• [Directions] Lines in the records below that contain the word "type" must each be copied.

/---

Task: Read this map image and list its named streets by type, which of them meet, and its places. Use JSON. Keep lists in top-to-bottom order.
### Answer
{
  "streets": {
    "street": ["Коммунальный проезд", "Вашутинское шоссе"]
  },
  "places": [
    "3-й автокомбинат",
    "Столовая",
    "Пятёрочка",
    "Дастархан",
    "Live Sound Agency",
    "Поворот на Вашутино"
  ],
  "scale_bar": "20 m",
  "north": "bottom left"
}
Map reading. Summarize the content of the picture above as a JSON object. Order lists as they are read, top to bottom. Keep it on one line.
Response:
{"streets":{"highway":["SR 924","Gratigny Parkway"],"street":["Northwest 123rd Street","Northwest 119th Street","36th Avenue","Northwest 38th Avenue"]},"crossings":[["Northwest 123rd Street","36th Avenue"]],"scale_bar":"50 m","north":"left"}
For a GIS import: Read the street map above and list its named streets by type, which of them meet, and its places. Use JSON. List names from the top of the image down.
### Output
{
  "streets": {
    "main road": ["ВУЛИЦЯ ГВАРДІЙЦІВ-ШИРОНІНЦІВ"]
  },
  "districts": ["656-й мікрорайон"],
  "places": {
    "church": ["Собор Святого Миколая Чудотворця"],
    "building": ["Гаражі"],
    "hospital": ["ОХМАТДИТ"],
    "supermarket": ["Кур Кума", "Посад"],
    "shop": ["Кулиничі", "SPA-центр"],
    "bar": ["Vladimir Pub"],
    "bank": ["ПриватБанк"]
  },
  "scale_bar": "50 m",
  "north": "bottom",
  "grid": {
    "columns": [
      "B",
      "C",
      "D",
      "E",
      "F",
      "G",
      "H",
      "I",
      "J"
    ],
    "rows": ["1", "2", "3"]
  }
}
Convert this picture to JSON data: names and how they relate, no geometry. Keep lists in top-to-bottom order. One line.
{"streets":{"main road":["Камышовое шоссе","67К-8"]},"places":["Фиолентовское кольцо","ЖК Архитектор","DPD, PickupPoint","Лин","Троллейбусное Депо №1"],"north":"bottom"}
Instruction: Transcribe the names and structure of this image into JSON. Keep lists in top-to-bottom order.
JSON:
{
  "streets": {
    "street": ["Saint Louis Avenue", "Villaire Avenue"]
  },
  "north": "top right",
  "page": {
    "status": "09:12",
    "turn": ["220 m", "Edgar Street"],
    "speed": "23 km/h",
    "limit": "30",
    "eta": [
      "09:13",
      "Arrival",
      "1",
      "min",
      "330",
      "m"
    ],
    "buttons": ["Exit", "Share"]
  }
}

\---

• [Result for this exercise]
Task: Read this map image and list its named streets by type, which of them meet, and its places. Use JSON. Keep lists in top-to-bottom order.
For a GIS import: Read the street map above and list its named streets by type, which of them meet, and its places. Use JSON. List names from the top of the image down.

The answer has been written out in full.